TRY IT
Write out the records below once more, exactly and completely.

DATA TO PROCESS
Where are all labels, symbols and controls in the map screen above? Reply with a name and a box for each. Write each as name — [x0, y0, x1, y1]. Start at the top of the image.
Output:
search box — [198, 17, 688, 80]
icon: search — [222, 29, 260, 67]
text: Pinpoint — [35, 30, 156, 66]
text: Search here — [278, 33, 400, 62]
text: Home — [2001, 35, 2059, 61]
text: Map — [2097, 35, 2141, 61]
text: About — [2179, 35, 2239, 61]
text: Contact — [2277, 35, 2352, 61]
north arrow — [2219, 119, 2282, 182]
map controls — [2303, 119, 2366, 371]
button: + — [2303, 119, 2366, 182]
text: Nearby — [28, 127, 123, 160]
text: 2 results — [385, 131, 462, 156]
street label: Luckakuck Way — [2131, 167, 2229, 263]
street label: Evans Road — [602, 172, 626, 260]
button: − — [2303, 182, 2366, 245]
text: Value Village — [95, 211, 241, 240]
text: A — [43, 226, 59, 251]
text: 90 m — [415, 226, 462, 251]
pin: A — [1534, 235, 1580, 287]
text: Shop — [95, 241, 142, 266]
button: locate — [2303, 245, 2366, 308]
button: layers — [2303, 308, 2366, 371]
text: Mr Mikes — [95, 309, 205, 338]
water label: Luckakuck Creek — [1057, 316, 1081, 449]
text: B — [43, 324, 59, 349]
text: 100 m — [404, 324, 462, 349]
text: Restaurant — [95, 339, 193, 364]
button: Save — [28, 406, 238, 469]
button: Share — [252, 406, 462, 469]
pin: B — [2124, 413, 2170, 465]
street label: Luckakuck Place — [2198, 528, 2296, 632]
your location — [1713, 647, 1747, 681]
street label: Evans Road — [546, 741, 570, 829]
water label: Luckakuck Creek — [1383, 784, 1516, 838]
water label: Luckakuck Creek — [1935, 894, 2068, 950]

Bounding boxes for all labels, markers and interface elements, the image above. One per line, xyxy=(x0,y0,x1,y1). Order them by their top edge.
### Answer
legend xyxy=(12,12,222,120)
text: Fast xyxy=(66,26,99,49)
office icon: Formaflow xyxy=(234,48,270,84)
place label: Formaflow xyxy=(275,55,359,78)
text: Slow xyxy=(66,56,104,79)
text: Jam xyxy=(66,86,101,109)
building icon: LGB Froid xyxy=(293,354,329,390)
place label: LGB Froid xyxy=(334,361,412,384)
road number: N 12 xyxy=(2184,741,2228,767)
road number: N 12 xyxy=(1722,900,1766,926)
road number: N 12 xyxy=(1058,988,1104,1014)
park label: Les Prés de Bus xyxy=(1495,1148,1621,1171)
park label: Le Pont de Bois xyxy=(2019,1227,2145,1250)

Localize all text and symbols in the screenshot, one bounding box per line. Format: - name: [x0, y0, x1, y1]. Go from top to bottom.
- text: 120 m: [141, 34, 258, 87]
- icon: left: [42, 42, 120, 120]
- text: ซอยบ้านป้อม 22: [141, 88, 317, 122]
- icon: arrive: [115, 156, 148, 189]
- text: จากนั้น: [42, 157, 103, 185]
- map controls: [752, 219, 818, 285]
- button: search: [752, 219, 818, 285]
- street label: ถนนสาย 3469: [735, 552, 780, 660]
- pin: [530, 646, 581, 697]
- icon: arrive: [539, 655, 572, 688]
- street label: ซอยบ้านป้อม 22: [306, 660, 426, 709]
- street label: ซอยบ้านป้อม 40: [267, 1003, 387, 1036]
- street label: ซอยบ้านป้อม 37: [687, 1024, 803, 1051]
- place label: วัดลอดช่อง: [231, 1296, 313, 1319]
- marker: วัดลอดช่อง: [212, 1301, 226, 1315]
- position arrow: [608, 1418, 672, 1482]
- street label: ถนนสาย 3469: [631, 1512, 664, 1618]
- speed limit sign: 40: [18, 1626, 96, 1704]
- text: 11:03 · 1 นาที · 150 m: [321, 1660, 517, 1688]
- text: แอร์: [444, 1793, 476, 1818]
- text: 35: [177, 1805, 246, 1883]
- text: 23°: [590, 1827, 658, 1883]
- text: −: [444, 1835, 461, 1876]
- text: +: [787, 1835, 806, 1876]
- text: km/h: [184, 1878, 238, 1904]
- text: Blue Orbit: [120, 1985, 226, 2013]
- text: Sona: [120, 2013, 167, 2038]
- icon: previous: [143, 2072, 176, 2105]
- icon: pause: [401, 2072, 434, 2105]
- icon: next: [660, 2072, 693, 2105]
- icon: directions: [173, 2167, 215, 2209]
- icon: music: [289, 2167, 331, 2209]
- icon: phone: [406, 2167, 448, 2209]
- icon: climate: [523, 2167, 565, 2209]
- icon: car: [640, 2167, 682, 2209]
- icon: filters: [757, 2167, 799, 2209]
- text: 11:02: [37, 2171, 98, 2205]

SOLUTION TO THIS PROBLEM
Where are all labels, symbols and controls in the map screen above? Reply with a name and a box for each. Write each as name — [x0, y0, x1, y1]. Start at the top of the image.
Output:
search box — [198, 17, 688, 80]
icon: search — [222, 29, 260, 67]
text: Pinpoint — [35, 30, 156, 66]
text: Search here — [278, 33, 400, 62]
text: Home — [2001, 35, 2059, 61]
text: Map — [2097, 35, 2141, 61]
text: About — [2179, 35, 2239, 61]
text: Contact — [2277, 35, 2352, 61]
north arrow — [2219, 119, 2282, 182]
map controls — [2303, 119, 2366, 371]
button: + — [2303, 119, 2366, 182]
text: Nearby — [28, 127, 123, 160]
text: 2 results — [385, 131, 462, 156]
street label: Luckakuck Way — [2131, 167, 2229, 263]
street label: Evans Road — [602, 172, 626, 260]
button: − — [2303, 182, 2366, 245]
text: Value Village — [95, 211, 241, 240]
text: A — [43, 226, 59, 251]
text: 90 m — [415, 226, 462, 251]
pin: A — [1534, 235, 1580, 287]
text: Shop — [95, 241, 142, 266]
button: locate — [2303, 245, 2366, 308]
button: layers — [2303, 308, 2366, 371]
text: Mr Mikes — [95, 309, 205, 338]
water label: Luckakuck Creek — [1057, 316, 1081, 449]
text: B — [43, 324, 59, 349]
text: 100 m — [404, 324, 462, 349]
text: Restaurant — [95, 339, 193, 364]
button: Save — [28, 406, 238, 469]
button: Share — [252, 406, 462, 469]
pin: B — [2124, 413, 2170, 465]
street label: Luckakuck Place — [2198, 528, 2296, 632]
your location — [1713, 647, 1747, 681]
street label: Evans Road — [546, 741, 570, 829]
water label: Luckakuck Creek — [1383, 784, 1516, 838]
water label: Luckakuck Creek — [1935, 894, 2068, 950]

Bounding boxes for all labels, markers and interface elements, the image above. One per line, xyxy=(x0,y0,x1,y1). Order them by their top edge.
### Answer
legend xyxy=(12,12,222,120)
text: Fast xyxy=(66,26,99,49)
office icon: Formaflow xyxy=(234,48,270,84)
place label: Formaflow xyxy=(275,55,359,78)
text: Slow xyxy=(66,56,104,79)
text: Jam xyxy=(66,86,101,109)
building icon: LGB Froid xyxy=(293,354,329,390)
place label: LGB Froid xyxy=(334,361,412,384)
road number: N 12 xyxy=(2184,741,2228,767)
road number: N 12 xyxy=(1722,900,1766,926)
road number: N 12 xyxy=(1058,988,1104,1014)
park label: Les Prés de Bus xyxy=(1495,1148,1621,1171)
park label: Le Pont de Bois xyxy=(2019,1227,2145,1250)

Localize all text and symbols in the screenshot, one bounding box per line. Format: - name: [x0, y0, x1, y1]. Go from top to bottom.
- text: 120 m: [141, 34, 258, 87]
- icon: left: [42, 42, 120, 120]
- text: ซอยบ้านป้อม 22: [141, 88, 317, 122]
- icon: arrive: [115, 156, 148, 189]
- text: จากนั้น: [42, 157, 103, 185]
- map controls: [752, 219, 818, 285]
- button: search: [752, 219, 818, 285]
- street label: ถนนสาย 3469: [735, 552, 780, 660]
- pin: [530, 646, 581, 697]
- icon: arrive: [539, 655, 572, 688]
- street label: ซอยบ้านป้อม 22: [306, 660, 426, 709]
- street label: ซอยบ้านป้อม 40: [267, 1003, 387, 1036]
- street label: ซอยบ้านป้อม 37: [687, 1024, 803, 1051]
- place label: วัดลอดช่อง: [231, 1296, 313, 1319]
- marker: วัดลอดช่อง: [212, 1301, 226, 1315]
- position arrow: [608, 1418, 672, 1482]
- street label: ถนนสาย 3469: [631, 1512, 664, 1618]
- speed limit sign: 40: [18, 1626, 96, 1704]
- text: 11:03 · 1 นาที · 150 m: [321, 1660, 517, 1688]
- text: แอร์: [444, 1793, 476, 1818]
- text: 35: [177, 1805, 246, 1883]
- text: 23°: [590, 1827, 658, 1883]
- text: −: [444, 1835, 461, 1876]
- text: +: [787, 1835, 806, 1876]
- text: km/h: [184, 1878, 238, 1904]
- text: Blue Orbit: [120, 1985, 226, 2013]
- text: Sona: [120, 2013, 167, 2038]
- icon: previous: [143, 2072, 176, 2105]
- icon: pause: [401, 2072, 434, 2105]
- icon: next: [660, 2072, 693, 2105]
- icon: directions: [173, 2167, 215, 2209]
- icon: music: [289, 2167, 331, 2209]
- icon: phone: [406, 2167, 448, 2209]
- icon: climate: [523, 2167, 565, 2209]
- icon: car: [640, 2167, 682, 2209]
- icon: filters: [757, 2167, 799, 2209]
- text: 11:02: [37, 2171, 98, 2205]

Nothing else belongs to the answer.